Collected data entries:
◇ ◇ ◇ ◇

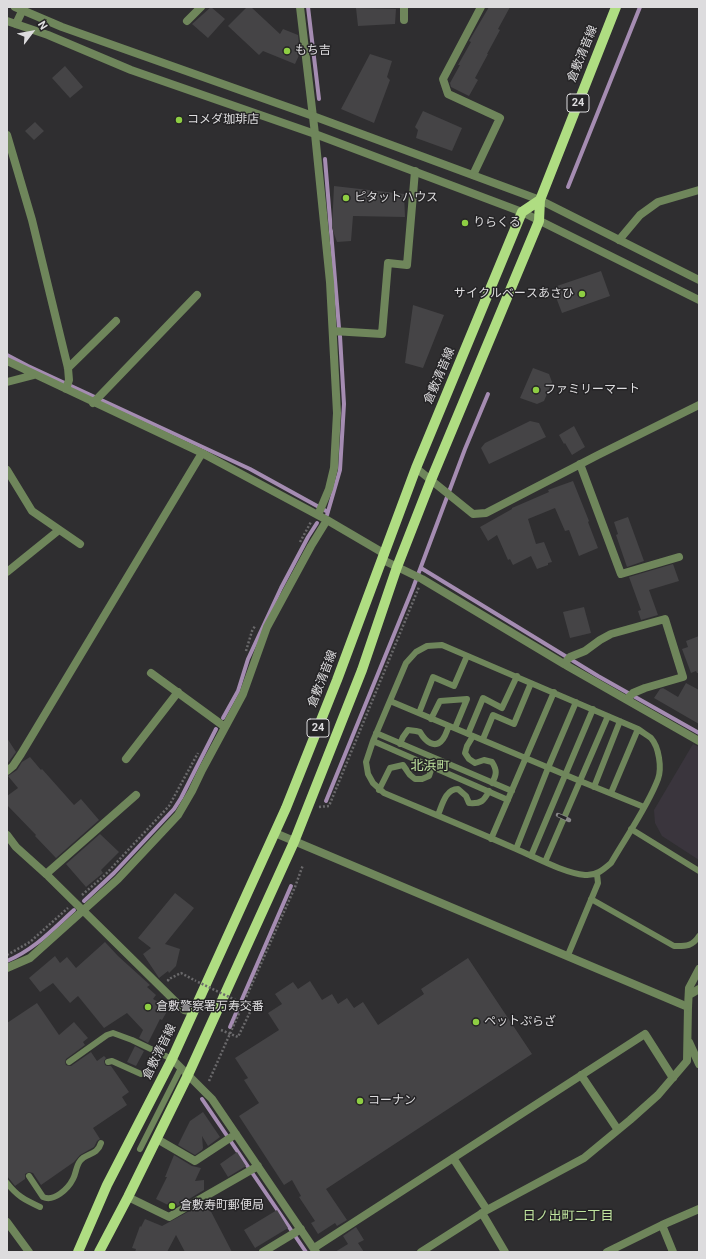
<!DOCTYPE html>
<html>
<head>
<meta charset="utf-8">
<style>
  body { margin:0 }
  #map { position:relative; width:706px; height:1259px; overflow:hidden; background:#2f2e30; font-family:Roboto,sans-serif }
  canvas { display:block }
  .frame { position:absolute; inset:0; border:8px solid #dddcde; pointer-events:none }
  .north { position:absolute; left:12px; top:12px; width:40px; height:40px; -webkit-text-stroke:3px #252426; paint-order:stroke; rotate:58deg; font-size:11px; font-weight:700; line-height:16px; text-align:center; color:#dddcde }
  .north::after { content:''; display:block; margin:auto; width:14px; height:18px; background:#dddcde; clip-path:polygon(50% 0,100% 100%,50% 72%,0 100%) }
</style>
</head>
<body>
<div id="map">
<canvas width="706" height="1259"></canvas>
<div class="frame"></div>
<div class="north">N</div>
</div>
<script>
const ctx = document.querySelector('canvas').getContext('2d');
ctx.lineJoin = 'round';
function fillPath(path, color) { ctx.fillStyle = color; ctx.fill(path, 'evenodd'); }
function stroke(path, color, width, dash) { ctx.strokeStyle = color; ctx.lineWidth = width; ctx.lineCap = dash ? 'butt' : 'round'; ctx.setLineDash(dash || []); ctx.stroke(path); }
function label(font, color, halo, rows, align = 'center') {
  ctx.font = font + ' Roboto,"Noto Sans JP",sans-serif'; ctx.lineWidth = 3; ctx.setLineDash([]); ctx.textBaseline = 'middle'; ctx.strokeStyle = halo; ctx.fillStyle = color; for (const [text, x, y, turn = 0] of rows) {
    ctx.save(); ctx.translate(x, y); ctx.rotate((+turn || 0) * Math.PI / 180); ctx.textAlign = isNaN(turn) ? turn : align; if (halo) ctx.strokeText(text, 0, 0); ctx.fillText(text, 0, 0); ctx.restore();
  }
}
fillPath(new Path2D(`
  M 693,744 L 699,747 L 699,860 L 662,836 L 655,823 L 654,810 Z`), '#3a353d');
stroke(new Path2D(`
  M 308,7 L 319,99
  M 325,159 L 339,328
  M 568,187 L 640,7
  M 7,355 L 28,366 L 250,469 L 328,512
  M 327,515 L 340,470 L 344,404 L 340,336
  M 421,568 L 598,676 L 699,733
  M 223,718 L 238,691 L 248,659 L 281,588 L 308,537 L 317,523
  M 326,801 L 413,588 L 465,449 L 488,394
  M 84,901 L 114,873 L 174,809 L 181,798 L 216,729
  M 7,961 C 35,949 52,930 74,910
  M 230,1027 L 291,886
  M 202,1099 L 306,1252`), '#a58cb2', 4);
fillPath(new Path2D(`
  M 211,7 L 225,19 L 208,38 L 192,24 Z
  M 247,7 L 251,7 L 280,34 L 283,29 L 298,35 L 300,53 L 295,64 L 263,51 L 259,55 L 228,26 Z
  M 489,7 L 510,7 L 498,29 L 500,30 L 487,54 L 488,54 L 475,78 L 478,80 L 469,96 L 451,87 L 450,83 L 460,65 L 458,65 L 471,42 L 469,41 Z
  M 356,8 L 396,9 L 395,24 L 358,26 Z
  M 370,54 L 392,61 L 387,77 L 390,80 L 374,123 L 341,109 Z
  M 65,66 L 83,87 L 70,98 L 52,78 Z
  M 423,111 L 462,128 L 452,151 L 416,138 L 418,130 L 415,127 Z
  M 35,122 L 44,131 L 34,140 L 25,131 Z
  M 334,186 L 404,194 L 405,217 L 353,216 L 351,241 L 337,242 L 332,228 Z
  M 601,271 L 610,296 L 562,313 L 554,292 L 557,286 Z
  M 413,305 L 444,315 L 423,368 L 405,363 Z
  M 533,368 L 549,374 L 552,382 L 544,401 L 537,404 L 520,398 Z
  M 530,421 L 539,423 L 546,437 L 489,464 L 481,448 L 485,443 Z
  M 574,426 L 585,447 L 572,455 L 565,443 L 564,444 L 559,435 Z
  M 573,481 L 589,521 L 588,522 L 598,548 L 579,556 L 569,530 L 565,531 L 555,508 L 528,519 L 536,544 L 544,542 L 552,562 L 548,563 L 548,565 L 537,569 L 531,556 L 513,565 L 510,559 L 508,560 L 497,535 L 488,541 L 480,527 L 512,509 L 512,508 L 549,492 L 548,490 Z
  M 628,517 L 644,561 L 627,567 L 616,535 L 618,534 L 614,522 Z
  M 673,564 L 679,581 L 649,590 L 658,615 L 641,620 L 638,611 L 641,610 L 629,577 Z
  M 584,607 L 591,633 L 570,638 L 563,612 Z
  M 699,636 L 699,673 L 697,673 L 696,671 L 691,673 L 682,649 L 688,647 L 686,641 Z
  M 686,683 L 699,690 L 699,724 L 654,698 L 660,689 L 663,688 L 678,697 Z
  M 7,738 L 16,752 L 7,764 Z
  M 30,757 L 41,770 L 42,769 L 74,805 L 81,799 L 99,820 L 56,858 L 35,836 L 36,835 L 7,805 L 7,796 L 18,788 L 8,776 L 17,770 L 22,762 Z
  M 100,834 L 119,852 L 101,870 L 103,873 L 86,887 L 66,864 Z
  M 175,893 L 194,908 L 165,944 L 180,949 L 176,966 L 169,973 L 168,971 L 159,978 L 143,954 L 151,948 L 138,938 Z
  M 105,942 L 118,956 L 150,985 L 147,987 L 156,995 L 153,999 L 169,1008 L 162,1020 L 160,1019 L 148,1043 L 139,1038 L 143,1030 L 127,1013 L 104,1028 L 78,996 L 70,1003 L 53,983 L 40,992 L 29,978 L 55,956 L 60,963 L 67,957 L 76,968 Z
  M 468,958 L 532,1054 L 326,1189 L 347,1220 L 337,1226 L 335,1223 L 318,1234 L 311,1223 L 315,1221 L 299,1197 L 301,1196 L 292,1180 L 284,1185 L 239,1116 L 259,1103 L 244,1080 L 248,1078 L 235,1058 L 279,1030 L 268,1013 L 282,1004 L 275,994 L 293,982 L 298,989 L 310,981 L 322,1000 L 332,994 L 338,1004 L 347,998 L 354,1008 L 363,1002 L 378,1025 L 424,994 L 421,989 Z
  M 37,1003 L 59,1035 L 74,1022 L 88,1038 L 83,1042 L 85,1045 L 66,1059 L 65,1062 L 66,1065 L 69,1066 L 71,1066 L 91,1052 L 97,1061 L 104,1056 L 106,1058 L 104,1061 L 105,1065 L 107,1066 L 111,1066 L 129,1092 L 122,1097 L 127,1105 L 93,1128 L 100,1139 L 97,1141 L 94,1147 L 80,1155 L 74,1162 L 41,1185 L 33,1173 L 29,1172 L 25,1174 L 25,1179 L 15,1186 L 7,1176 L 7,1023 Z
  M 135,1046 L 144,1051 L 136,1066 L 127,1062 Z
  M 203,1112 L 220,1137 L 208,1146 L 202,1136 L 203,1148 L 202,1150 L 195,1155 L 178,1145 L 190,1121 Z
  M 237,1152 L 246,1166 L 228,1177 L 220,1164 Z
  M 174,1155 L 192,1166 L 201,1168 L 195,1181 L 204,1180 L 204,1190 L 174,1208 L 156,1199 L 167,1177 L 165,1177 Z
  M 206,1202 L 232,1252 L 185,1252 L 176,1235 L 167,1252 L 135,1252 L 136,1249 L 132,1248 L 140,1226 L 141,1227 L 145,1219 L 162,1226 Z
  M 277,1210 L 288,1228 L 255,1248 L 244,1230 Z
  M 356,1227 L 364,1240 L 358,1243 L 364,1252 L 335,1252 L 348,1244 L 343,1236 Z`), '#454446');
stroke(new Path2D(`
  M 300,542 L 311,522
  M 246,651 L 252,631 L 255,626
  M 319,807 L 329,806 L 419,587
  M 82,895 L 105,875 L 169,806 L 198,753
  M 7,955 L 30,942 L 68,908
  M 169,981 L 168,980 L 171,978 L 181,973 L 196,981
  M 221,1030 L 238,1037 L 251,1010
  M 209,1081 L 295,887 L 303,865`), '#6a696b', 2.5, [2, 2]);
stroke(new Path2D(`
  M 442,645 L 638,729 C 642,732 647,735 651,738 C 659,747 662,768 658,779 C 648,806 626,837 611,863 C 603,870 596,876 585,875 C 564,873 535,857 516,849 C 473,830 429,812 384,793 L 373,783 L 368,774 L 366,762 L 373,741 L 406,663 L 416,652 L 427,646 Z
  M 390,701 L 580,781 L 644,807
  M 419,713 L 433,677 L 454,686 L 467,656
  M 431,719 L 440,701 L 467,699 L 455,728
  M 376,733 L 512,791
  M 468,734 L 483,698 L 502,708 L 517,676
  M 473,736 L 467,746 L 465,753 L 469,759 L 475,763 L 484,760 L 492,762 C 497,770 497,774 492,783
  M 483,739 L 493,715 L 514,724 L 531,683
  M 373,741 L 508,800
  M 400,744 L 403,737 L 408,730 L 416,731 L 420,732 C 425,741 435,750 443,739 C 446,735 447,730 449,726
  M 594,787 L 620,721
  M 379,790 L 390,768 L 403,765 L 410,775 L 415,779 L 422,779 L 429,776 L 432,767
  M 611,793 L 638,729
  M 438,815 C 442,806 445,789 458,789 L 466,796 L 469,803 C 481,804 484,801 489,791
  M 631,829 L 699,871
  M 491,839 L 554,692
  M 516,849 L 548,768 L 576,702
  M 531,856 L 593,709
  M 545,862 L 608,716
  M 591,899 L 674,946 C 685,946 692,947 699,936
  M 568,955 L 598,883 L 597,874
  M 69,1062 L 107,1035 L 113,1033 L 132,1040 L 172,1059
  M 108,1062 L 112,1061 L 141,1074
  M 140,1149 L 181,1068
  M 29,1176 L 43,1197 C 54,1202 68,1189 73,1179 C 76,1174 76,1166 80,1161 C 86,1153 97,1156 101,1143
  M 7,1183 C 17,1196 25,1200 40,1207`), '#6f865b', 6);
stroke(new Path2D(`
  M 300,7 L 315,134 L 330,282 L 337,413 L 334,468 L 329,489 L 318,515
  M 404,20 L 404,7
  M 187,21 L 201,7
  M 16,24 L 24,7
  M 7,135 L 32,220 L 68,368 L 69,380 L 66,389
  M 473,175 L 500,118 L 448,94 L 443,79 L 481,7
  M 619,240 L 640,215 L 658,202 L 699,190
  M 333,331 L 382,334 L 388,263 L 407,265 L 415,171
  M 7,361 L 202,453 L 327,520 L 385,554
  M 68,368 L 116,321
  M 7,382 L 34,375
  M 93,403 L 197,295
  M 580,464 L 621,574 L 679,557
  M 416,468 L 473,514 L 486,513 L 598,455 L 699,405
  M 7,470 L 32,511 L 80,544
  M 383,560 L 422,579 L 564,664 L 699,741
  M 7,572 L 59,530
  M 564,664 L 570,657 L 585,651 L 600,640 L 611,634 L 665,619 L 683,677 L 645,688 L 633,693 L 627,699
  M 151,673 L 225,727
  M 126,759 L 178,692
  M 7,771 L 13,766 L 21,754 L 202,453
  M 7,835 L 16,847 L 46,874 L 184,1010 L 194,1012
  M 46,874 L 136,795
  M 7,968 L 30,958 L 118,879 L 178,815 L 192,791 L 202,770 L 243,694 L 267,627 L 311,546 L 327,520
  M 689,995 L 699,989
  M 689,1042 L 699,1064
  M 172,1059 L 212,1099 L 316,1252
  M 581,1075 L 618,1130
  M 157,1139 L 195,1161 L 236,1134
  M 453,1158 L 487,1210
  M 128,1197 L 169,1217 L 258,1166
  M 482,1213 L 505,1252
  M 662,1225 L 673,1252
  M 314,1248 L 645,1034 L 673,1078
  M 263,1252 L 301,1229
  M 421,1252 L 487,1210 L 584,1158 L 630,1120 L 658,1095 L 687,1061 L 688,1007 L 689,988 L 699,969
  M 607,1252 L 662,1225 L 699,1209`), '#6f865b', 8);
stroke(new Path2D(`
  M 15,7 L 62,27 L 313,116 L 540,200 L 699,280
  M 7,21 L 48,35 L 131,70 L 315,134 L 522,212 L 699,300
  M 275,833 L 688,1007
  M 7,1222 L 29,1252`), '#6f865b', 8);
stroke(new Path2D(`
  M 78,1252 L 107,1185 L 172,1059 L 286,808 L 337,680 L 416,468 L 522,212 L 540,200
  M 99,1252 L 128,1197 L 188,1075 L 294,842 L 362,670 L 397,567 L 431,480 L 539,221 L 540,200 L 616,7`), '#afdd82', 10);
const rail = new Path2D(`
  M 558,815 L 569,820`);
stroke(rail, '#888789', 4.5);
stroke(rail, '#252426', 3, [9]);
stroke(new Path2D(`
  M 198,982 L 252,1008 L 251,1010`), '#6a696b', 2.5, [2, 2]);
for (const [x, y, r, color] of [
  [287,51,4,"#8ece43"],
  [179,120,4,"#8ece43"],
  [346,198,4,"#8ece43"],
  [465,223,4,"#8ece43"],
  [582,294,4,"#8ece43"],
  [536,390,4,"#8ece43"],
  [148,1007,4,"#8ece43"],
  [476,1022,4,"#8ece43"],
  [360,1101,4,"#8ece43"],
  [172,1206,4,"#8ece43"]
]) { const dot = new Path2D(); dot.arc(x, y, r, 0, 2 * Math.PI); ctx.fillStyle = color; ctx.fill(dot); stroke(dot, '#252426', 1.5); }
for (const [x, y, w] of [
  [578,103,22],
  [318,728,22]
]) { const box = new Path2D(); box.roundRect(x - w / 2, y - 9, w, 18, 3); ctx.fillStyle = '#252426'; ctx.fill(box); stroke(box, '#dddcde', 1); }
label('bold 11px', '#dddcde', null, [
  ["24",578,103],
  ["24",318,728]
]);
label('12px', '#dddcde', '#252426', [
  ["もち吉",295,51],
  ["コメダ珈琲店",187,120],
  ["ピタットハウス",354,198],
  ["りらくる",473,223],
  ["サイクルベースあさひ",574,294,"right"],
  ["ファミリーマート",544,390],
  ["倉敷警察署万寿交番",156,1007],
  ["ペットぷらざ",484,1022],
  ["コーナン",368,1101],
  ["倉敷寿町郵便局",180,1206]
], 'left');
label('12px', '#dddcde', '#252426', [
  ["倉敷清音線",583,54,-68],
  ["倉敷清音線",440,376,-67],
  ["倉敷清音線",323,679,-69],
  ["倉敷清音線",160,1052,-64]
]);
label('13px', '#c0e59f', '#252426', [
  ["北浜町",430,767],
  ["日ノ出町二丁目",568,1217]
]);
</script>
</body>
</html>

◇ ◇ ◇ ◇

Directions for this task:
Give the count of lines in the data above that hold the string "halo", with no additional words.

Answer area:
3